====== Exercise data
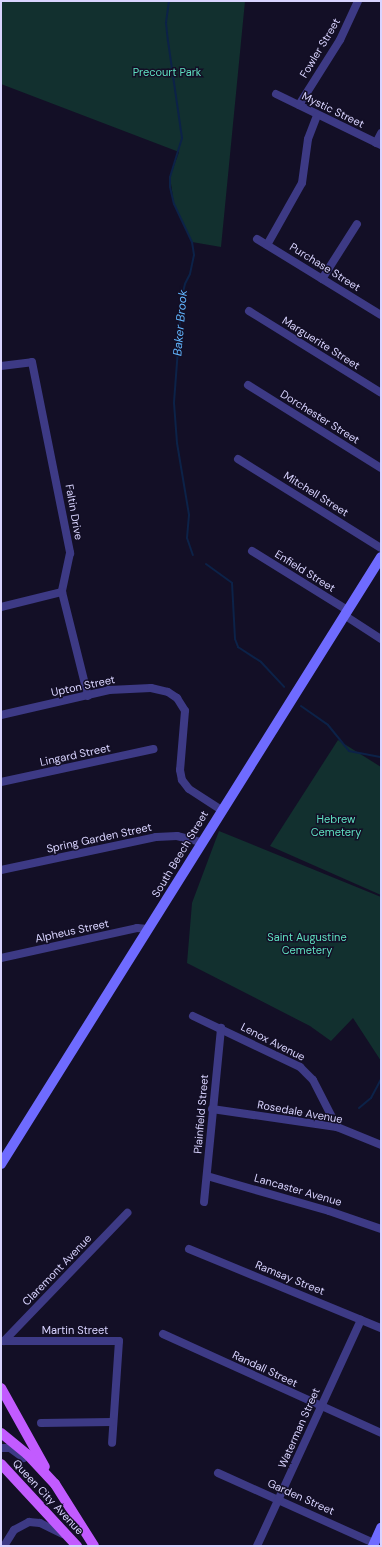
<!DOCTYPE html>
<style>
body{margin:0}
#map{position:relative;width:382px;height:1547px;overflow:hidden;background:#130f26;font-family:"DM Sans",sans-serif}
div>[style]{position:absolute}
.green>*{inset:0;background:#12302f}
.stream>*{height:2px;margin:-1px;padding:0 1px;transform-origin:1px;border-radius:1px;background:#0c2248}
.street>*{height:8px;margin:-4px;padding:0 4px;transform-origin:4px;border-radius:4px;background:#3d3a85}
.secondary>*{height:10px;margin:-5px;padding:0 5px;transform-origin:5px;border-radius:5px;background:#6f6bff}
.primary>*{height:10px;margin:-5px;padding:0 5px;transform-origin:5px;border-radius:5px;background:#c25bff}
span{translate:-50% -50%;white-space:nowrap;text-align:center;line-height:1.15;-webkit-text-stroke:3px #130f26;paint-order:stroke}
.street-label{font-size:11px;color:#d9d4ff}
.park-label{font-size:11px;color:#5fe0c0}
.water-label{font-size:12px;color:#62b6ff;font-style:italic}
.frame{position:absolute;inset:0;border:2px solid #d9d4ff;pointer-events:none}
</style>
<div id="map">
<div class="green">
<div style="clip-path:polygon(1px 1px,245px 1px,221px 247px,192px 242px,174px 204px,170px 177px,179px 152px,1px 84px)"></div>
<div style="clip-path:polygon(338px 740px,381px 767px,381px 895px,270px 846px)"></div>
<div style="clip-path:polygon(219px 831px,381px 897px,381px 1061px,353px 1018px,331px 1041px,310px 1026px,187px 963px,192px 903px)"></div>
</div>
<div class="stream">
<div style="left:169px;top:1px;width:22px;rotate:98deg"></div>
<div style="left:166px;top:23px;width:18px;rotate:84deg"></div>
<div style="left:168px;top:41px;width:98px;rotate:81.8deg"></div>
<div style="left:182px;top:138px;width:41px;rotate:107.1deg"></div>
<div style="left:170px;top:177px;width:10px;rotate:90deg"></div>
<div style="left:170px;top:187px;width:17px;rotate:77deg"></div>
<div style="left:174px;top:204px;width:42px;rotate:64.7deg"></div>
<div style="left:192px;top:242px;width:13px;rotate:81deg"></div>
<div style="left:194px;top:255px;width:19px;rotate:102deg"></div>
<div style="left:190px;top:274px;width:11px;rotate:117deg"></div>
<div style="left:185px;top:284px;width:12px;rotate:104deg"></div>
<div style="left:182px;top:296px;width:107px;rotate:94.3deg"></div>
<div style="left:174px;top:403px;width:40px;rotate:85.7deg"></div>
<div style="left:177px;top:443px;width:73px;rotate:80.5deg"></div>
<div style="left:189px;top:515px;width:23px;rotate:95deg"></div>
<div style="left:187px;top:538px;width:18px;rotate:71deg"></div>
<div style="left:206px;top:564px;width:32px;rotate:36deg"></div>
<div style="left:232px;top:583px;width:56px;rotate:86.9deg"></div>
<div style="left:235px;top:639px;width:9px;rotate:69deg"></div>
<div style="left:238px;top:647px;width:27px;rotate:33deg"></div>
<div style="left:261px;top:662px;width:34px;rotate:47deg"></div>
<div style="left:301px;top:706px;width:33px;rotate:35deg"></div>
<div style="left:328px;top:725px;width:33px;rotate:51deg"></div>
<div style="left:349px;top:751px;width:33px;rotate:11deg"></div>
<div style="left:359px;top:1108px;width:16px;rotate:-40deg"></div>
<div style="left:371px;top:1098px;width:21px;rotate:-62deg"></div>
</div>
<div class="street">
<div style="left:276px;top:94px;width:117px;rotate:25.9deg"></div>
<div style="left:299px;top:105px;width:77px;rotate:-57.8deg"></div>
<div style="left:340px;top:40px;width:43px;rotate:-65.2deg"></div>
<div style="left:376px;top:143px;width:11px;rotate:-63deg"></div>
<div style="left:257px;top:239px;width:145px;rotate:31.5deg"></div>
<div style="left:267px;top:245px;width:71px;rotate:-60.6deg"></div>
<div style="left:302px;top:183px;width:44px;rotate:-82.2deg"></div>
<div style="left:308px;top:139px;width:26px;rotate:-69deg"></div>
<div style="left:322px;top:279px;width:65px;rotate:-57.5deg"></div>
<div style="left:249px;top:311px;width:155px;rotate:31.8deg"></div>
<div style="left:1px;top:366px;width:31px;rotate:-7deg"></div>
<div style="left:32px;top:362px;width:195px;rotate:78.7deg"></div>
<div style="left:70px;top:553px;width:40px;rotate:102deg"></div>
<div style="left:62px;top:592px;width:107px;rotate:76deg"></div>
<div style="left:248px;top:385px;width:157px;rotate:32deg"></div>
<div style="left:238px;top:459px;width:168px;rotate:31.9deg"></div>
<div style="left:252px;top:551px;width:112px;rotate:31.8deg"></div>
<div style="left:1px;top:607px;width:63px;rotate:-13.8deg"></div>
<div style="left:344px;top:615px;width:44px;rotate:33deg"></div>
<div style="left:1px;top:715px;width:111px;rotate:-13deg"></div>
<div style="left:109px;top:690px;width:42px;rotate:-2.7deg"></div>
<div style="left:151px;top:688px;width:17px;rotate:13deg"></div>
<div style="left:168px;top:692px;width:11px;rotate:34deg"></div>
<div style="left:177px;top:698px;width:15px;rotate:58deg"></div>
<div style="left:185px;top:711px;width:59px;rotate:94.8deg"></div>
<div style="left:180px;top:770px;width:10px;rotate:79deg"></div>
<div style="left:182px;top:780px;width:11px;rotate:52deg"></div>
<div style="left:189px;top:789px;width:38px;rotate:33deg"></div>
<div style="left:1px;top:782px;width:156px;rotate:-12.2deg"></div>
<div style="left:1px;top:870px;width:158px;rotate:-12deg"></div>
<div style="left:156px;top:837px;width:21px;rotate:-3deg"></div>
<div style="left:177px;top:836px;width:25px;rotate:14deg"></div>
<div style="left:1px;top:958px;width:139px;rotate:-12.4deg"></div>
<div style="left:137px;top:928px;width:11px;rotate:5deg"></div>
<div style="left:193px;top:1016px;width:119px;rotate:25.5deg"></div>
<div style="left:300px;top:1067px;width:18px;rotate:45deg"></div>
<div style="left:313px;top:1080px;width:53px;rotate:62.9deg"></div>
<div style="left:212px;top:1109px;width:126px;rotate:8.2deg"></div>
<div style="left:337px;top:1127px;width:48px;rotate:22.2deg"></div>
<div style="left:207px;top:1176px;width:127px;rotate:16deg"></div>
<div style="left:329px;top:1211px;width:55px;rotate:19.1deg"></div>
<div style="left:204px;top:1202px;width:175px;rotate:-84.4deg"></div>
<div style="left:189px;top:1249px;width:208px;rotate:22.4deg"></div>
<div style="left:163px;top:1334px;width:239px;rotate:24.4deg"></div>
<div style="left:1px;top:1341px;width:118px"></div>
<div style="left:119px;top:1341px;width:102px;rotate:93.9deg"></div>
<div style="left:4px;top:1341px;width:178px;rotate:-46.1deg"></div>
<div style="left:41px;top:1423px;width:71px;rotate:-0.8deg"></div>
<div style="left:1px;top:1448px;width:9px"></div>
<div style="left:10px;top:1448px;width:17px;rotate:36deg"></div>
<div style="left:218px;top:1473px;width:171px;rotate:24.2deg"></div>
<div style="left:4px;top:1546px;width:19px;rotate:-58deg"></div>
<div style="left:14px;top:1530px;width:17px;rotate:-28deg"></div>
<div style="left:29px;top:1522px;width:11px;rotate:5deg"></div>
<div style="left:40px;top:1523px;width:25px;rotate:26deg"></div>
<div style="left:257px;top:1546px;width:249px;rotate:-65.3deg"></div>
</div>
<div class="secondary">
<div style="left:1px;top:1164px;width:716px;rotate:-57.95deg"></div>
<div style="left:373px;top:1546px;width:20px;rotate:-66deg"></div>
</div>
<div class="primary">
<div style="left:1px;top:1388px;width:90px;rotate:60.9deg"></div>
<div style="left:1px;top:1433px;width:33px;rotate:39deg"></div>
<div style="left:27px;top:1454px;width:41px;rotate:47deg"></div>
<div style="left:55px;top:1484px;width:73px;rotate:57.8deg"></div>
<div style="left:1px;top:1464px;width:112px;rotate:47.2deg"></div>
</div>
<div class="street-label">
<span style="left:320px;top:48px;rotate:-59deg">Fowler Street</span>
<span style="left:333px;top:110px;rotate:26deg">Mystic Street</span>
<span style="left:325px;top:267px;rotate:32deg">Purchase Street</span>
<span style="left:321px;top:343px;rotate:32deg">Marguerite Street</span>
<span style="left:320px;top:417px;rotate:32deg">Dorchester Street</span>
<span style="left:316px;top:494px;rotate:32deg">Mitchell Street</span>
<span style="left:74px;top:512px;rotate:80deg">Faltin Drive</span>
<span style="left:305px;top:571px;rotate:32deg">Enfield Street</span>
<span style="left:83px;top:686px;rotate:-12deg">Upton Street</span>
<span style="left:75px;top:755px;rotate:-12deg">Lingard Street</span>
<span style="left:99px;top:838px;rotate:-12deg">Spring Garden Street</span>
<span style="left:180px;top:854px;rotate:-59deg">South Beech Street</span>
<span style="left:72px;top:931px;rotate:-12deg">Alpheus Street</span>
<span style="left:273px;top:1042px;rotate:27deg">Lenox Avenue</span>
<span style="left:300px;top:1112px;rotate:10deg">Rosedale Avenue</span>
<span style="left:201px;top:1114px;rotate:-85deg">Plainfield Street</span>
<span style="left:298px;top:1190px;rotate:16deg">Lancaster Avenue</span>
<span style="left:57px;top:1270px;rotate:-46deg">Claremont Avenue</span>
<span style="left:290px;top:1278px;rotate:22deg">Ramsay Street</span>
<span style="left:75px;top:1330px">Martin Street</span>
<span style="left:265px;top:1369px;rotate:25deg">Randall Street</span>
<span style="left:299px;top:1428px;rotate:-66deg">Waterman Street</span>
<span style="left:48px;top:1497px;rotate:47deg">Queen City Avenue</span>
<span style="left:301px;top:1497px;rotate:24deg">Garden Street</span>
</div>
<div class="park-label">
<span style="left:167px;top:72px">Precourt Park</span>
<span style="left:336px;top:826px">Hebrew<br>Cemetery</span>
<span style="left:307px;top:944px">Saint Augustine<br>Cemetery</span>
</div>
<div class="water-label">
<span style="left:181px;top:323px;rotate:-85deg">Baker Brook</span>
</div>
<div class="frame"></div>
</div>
============
◆ **Task directions**
Each line that holds the string "stream" is to be copied from the entries above.

◆ **Response box**
.stream>*{height:2px;margin:-1px;padding:0 1px;transform-origin:1px;border-radius:1px;background:#0c2248}
<div class="stream">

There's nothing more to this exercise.